The new generation of travel

Regret never taking a gap year? Want to step outside Europe for an extended break? If you're over 50 and have itchy feet, the golden age of travel is right now

By Aviva
Published 9 Apr 2019, 00:15 BST
Kathryn in Norway
Kathryn in Norway

If you thought gap years were the preserve of the young and carefree, think again. It's not only university students who jet off on faraway adventures – over 50s are also becoming increasingly intrepid travellers. Forget fusty stereotypes of 'staycations' and all-inclusive cruises: travel's new generation of adventurers are waking up to the benefits of extended trips, solo travel and taking the road less travelled to far-flung destinations.

There's been a huge shift in how people plan and think about retirement in recent years with older generations preferring adventure to relaxing at home. Research conducted by YouGov and the National Employment Savings Trust showed that exploring the world is now the nation's top priority when it comes to planning for retirement.

And for solo travellers, it's never been easier to head off on an adventure. Titan Travel, for instance, has responded to the trend by doubling the number of dedicated solo departures for 2019, adding long-haul destinations such as China, Sri Lanka, Uzbekistan and Vietnam to its books, while other operators such as Journey Latin America have scrapped single supplements.

Travel blogger Kathryn Burrington, who first travelled solo well into her forties, finds going it alone to be liberating. "I get a real buzz out of being alone in a new city," she says. "It surprised me just how much I enjoyed solo travel and how much it boosted my confidence."

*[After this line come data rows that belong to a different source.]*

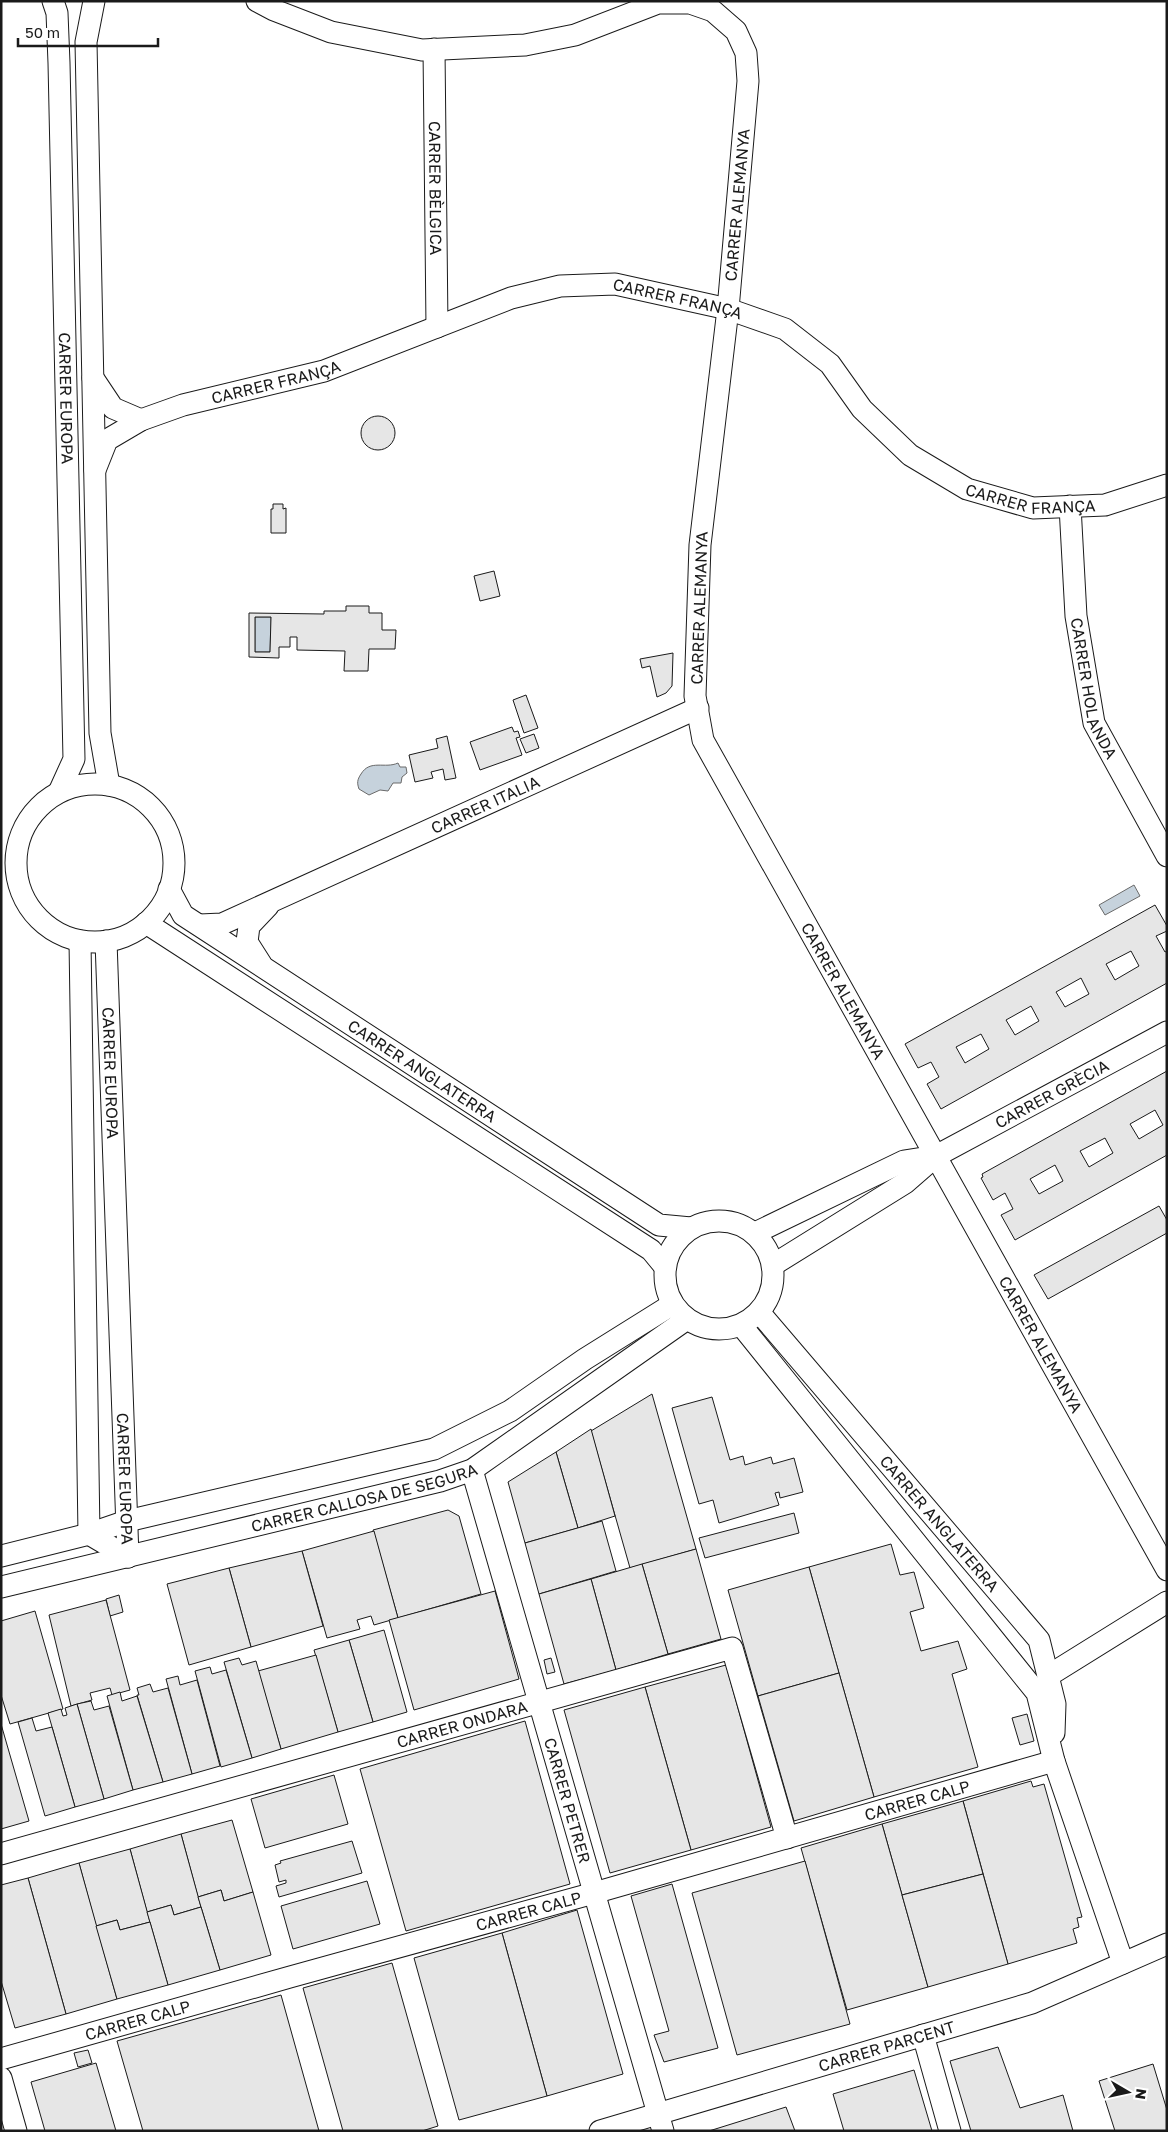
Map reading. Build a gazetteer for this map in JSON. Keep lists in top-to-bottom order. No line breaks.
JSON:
{"streets":{"street":["CARRER BÈLGICA","CARRER ALEMANYA","CARRER FRANÇA","CARRER EUROPA","CARRER HOLANDA","CARRER ITALIA","CARRER ANGLATERRA","CARRER GRÈCIA","CARRER CALLOSA DE SEGURA","CARRER ONDARA","CARRER PETRER","CARRER CALP","CARRER PARCENT"]},"crossings":[["CARRER BÈLGICA","CARRER ALEMANYA"],["CARRER BÈLGICA","CARRER FRANÇA"],["CARRER ALEMANYA","CARRER FRANÇA"],["CARRER ALEMANYA","CARRER ITALIA"],["CARRER ALEMANYA","CARRER GRÈCIA"],["CARRER FRANÇA","CARRER EUROPA"],["CARRER FRANÇA","CARRER HOLANDA"],["CARRER EUROPA","CARRER ANGLATERRA"],["CARRER EUROPA","CARRER CALLOSA DE SEGURA"],["CARRER ITALIA","CARRER ANGLATERRA"],["CARRER ANGLATERRA","CARRER GRÈCIA"],["CARRER ANGLATERRA","CARRER CALLOSA DE SEGURA"],["CARRER ANGLATERRA","CARRER CALP"],["CARRER GRÈCIA","CARRER CALLOSA DE SEGURA"],["CARRER CALLOSA DE SEGURA","CARRER PETRER"],["CARRER ONDARA","CARRER PETRER"],["CARRER ONDARA","CARRER CALP"],["CARRER PETRER","CARRER CALP"],["CARRER PETRER","CARRER PARCENT"]],"scale_bar":"50 m","north":"right"}
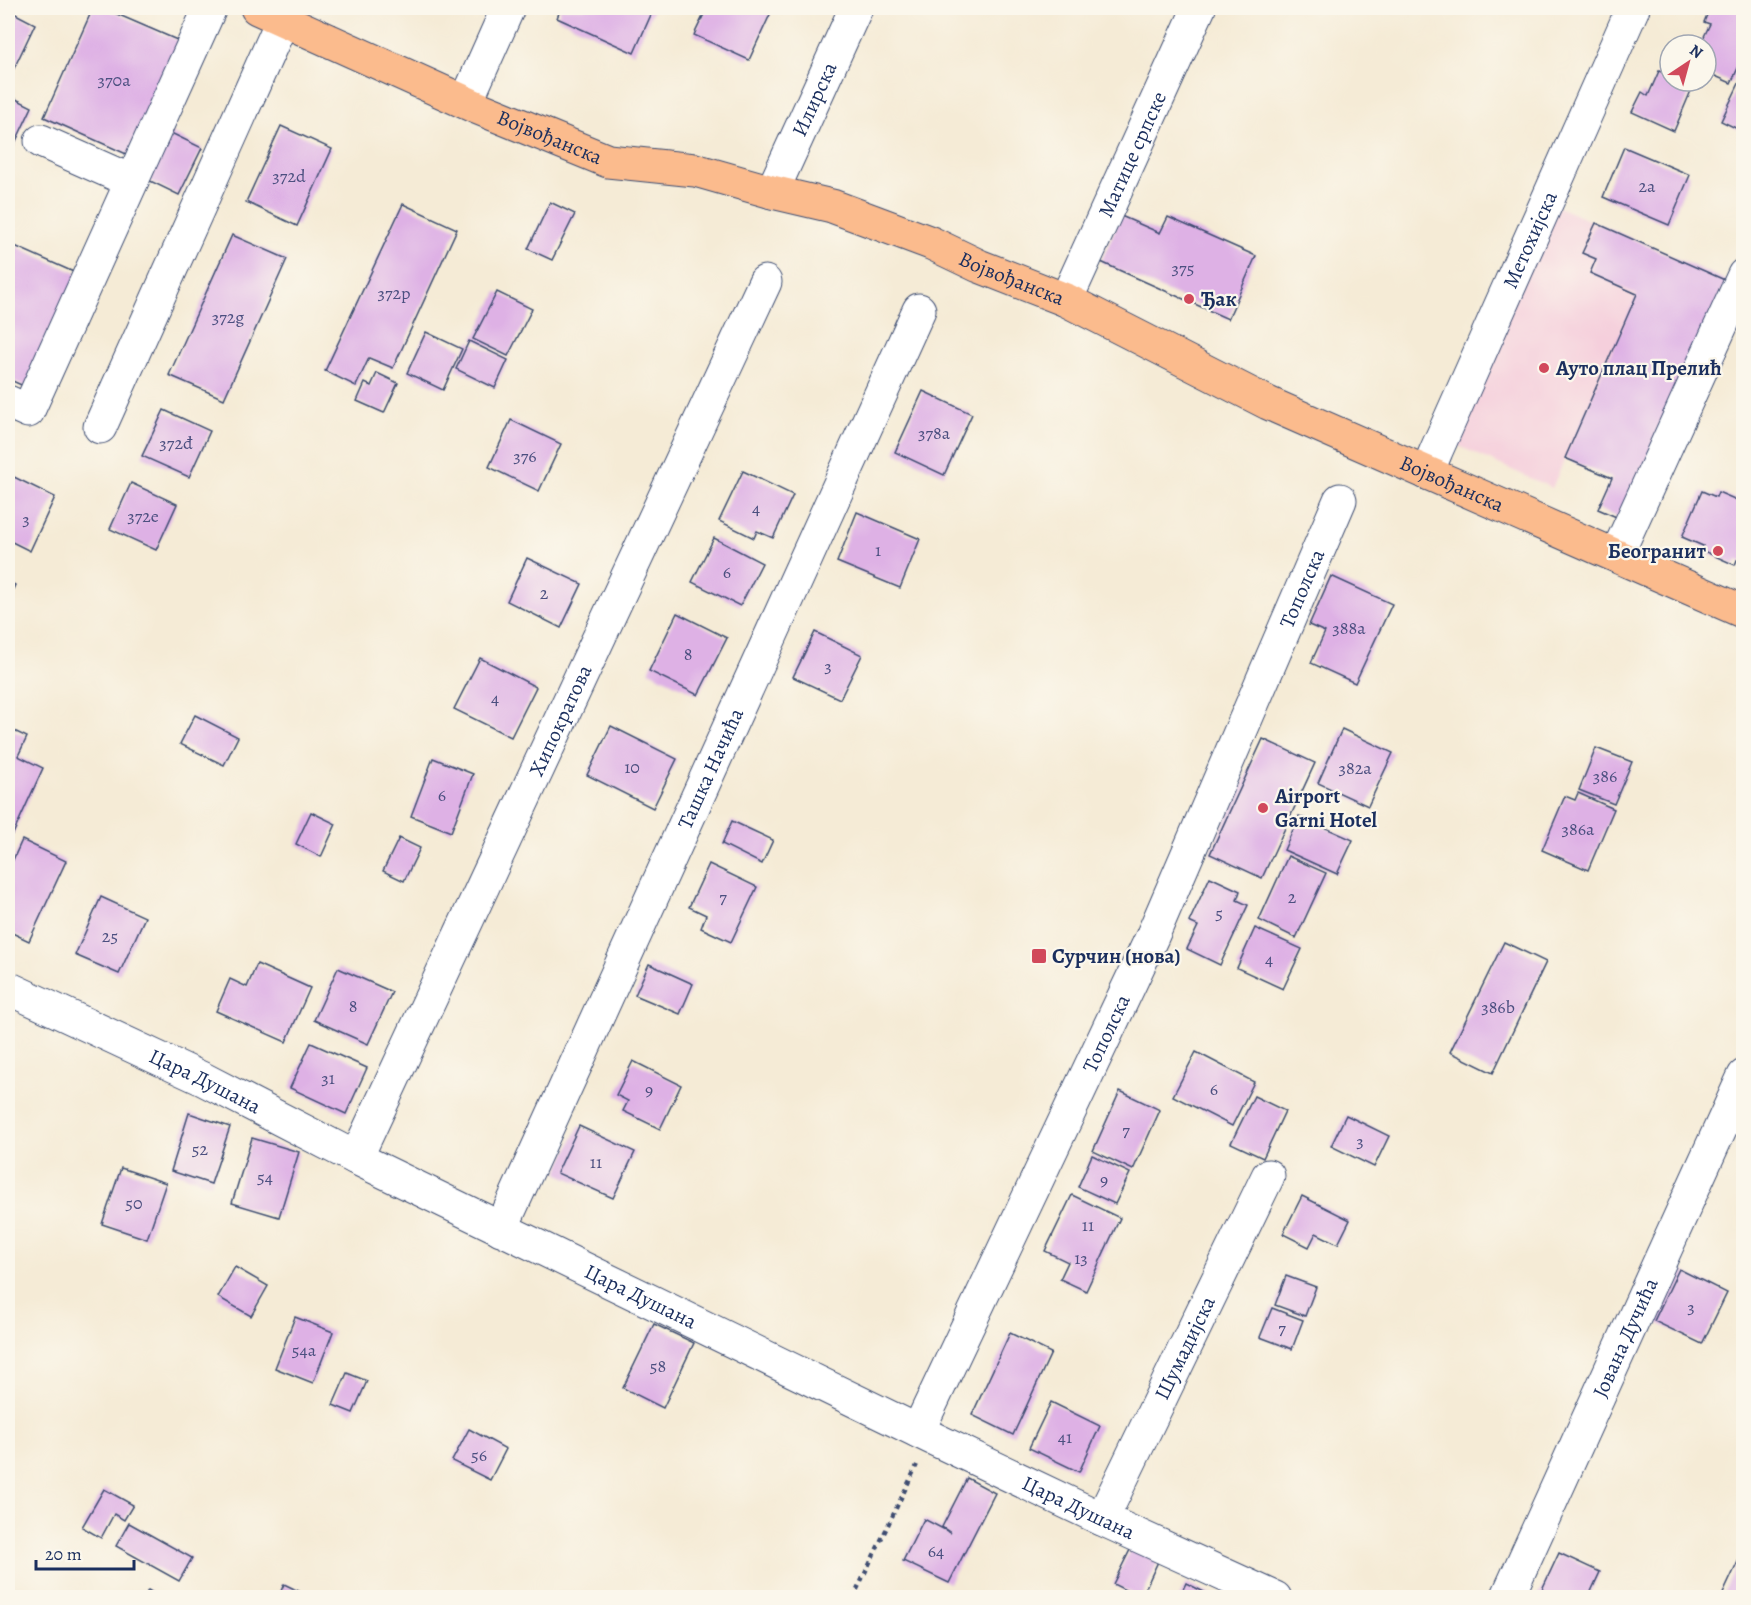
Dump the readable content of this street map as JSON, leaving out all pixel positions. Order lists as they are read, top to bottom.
{
  "streets": {
    "main road": ["Војвођанска"],
    "street": [
      "Илирска",
      "Матице српске",
      "Метохијска",
      "Тополска",
      "Хипократова",
      "Ташка Начића",
      "Цара Душана",
      "Јована Дучића",
      "Шумадијска"
    ]
  },
  "crossings": [
    ["Илирска", "Војвођанска"],
    ["Војвођанска", "Матице српске"],
    ["Војвођанска", "Метохијска"],
    ["Тополска", "Цара Душана"],
    ["Хипократова", "Цара Душана"],
    ["Ташка Начића", "Цара Душана"],
    ["Цара Душана", "Шумадијска"]
  ],
  "places": {
    "other": [
      "Ђак",
      "Ауто плац Прелић",
      "Београнит",
      "Airport Garni Hotel"
    ],
    "transit": ["Сурчин (нова)"]
  },
  "house_numbers": [
    "370a",
    "372d",
    "2a",
    "375",
    "372p",
    "372g",
    "378a",
    "372đ",
    "376",
    "4",
    "372e",
    "3",
    "1",
    "6",
    "2",
    "388a",
    "8",
    "3",
    "4",
    "10",
    "382a",
    "386",
    "6",
    "386a",
    "7",
    "2",
    "5",
    "25",
    "4",
    "8",
    "386b",
    "31",
    "6",
    "9",
    "7",
    "3",
    "52",
    "11",
    "54",
    "9",
    "50",
    "11",
    "13",
    "3",
    "7",
    "54a",
    "58",
    "41",
    "56",
    "64"
  ],
  "scale_bar": "20 m",
  "north": "top right"
}
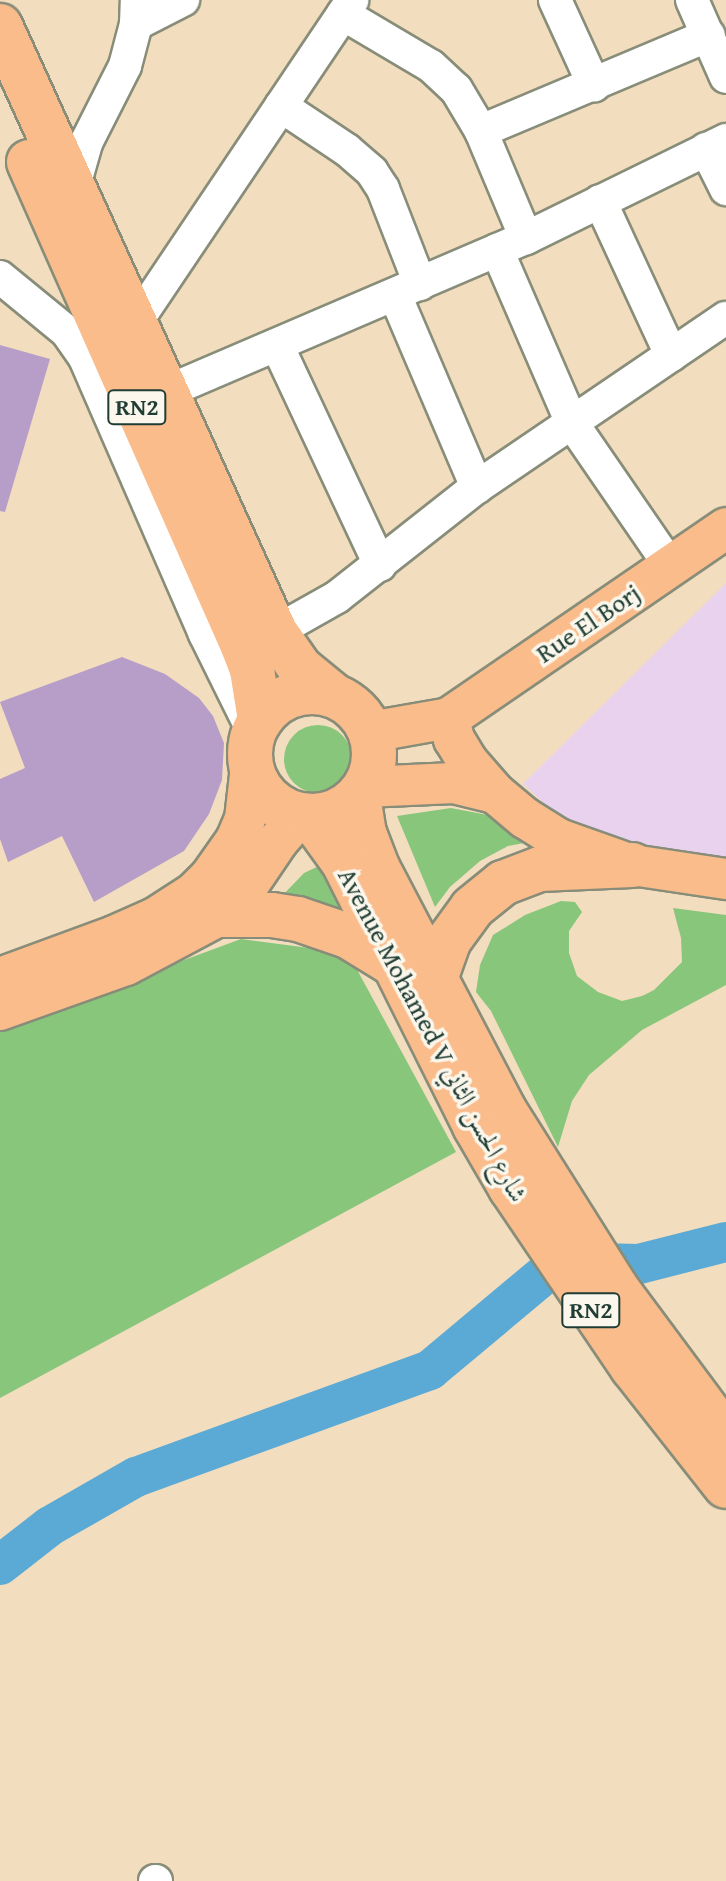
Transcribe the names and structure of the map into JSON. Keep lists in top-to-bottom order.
{
  "streets": {
    "highway": ["RN2", "Avenue Mohamed V شارع الحسن الثاني"],
    "main road": ["Rue El Borj"]
  },
  "crossings": [
    ["RN2", "Avenue Mohamed V شارع الحسن الثاني"]
  ]
}
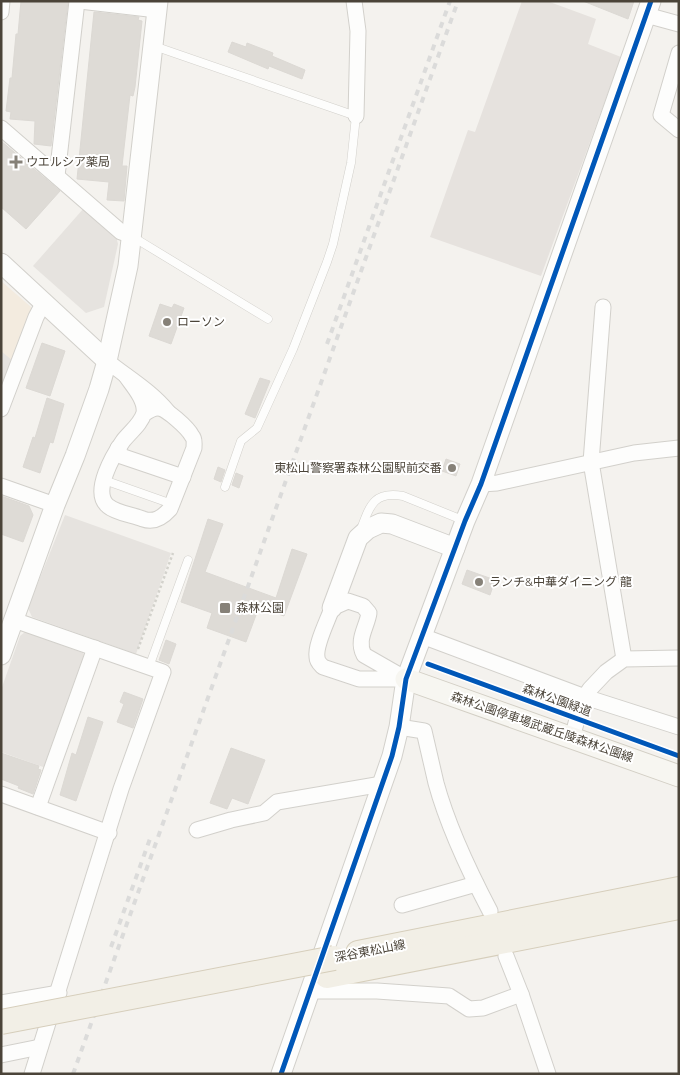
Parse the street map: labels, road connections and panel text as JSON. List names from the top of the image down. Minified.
{"streets":{"main road":["森林公園停車場武蔵丘陵森林公園線","深谷東松山線"],"cycle path":["森林公園緑道"]},"places":{"health":["ウエルシア薬局"],"other":["ローソン","東松山警察署森林公園駅前交番","ランチ&中華ダイニング 龍"],"transit":["森林公園"]}}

According to Kathryn, being an older traveller also has its perks, too. "Being that bit older gives you more confidence and I've found I'm less worried about making a fool of myself. When I was younger you would never have found me joining in a tribal dance in West Africa, for example. Now just try and stop me! If you're worried about taking an extended break in your older years, don't put it off for too long — embrace every experience."

When it comes to funding their trips, this generation is getting financially creative: for example, some over 50s let their homes in order to travel around the world for several months. Geoff Bates, head of brand and communications at leading retirement homebuilder McCarthy & Stone, has noticed another trend. He says: "We see many over 60s selling their often large homes and buying retirement apartments because of the great lock-up-and-leave lifestyle this affords them.

"A lot of retirees tell us that they feel much younger than they are. Their priorities are often very different from retirees in the past — they consider living life to the full more important than leaving behind an inheritance and want to embrace new experiences and places as much as possible. We have a number of homeowners who jet off to different destinations all the time; others who go cruising frequently and some who visit family in Australia or New Zealand a few times a year."

Others are taking the chance to pocket a tax-free 25% lump sum from their retirement funds once they've stopped working to fund their trip or investing their money through ISAs or simple investment accounts, making their money travel further. In short, many of today's older generation aren't prepared to just sit at home – they're proving it's possible to juggle investments and have fun abroad, taking advantage of comprehensive travel insurance deals. And as many are finding out, travelling alone at an older age is less daunting than it sounds.

Blogger Heather Cowper, who writes about travel experiences for the over 40s on, says: "I think that many people, especially women, are put off extended travel because they have no one to go with, but it shouldn't be a barrier as there are so many opportunities to connect with locals or other travellers on the road. If you can make it work financially and personally, I'd seize the chance to travel and see where it leads you."

For cautious travellers, she recommends finding a travel style that feels safe. "Perhaps you can go and visit friends who live in another part of the world or join a group tour or organise a trip where you're joined by different friends and family at different times."

Heather believes those who try travelling solo won't look back. "I actually find it quite liberating not having to worry about what someone else wants to do — you can follow your own path and interests."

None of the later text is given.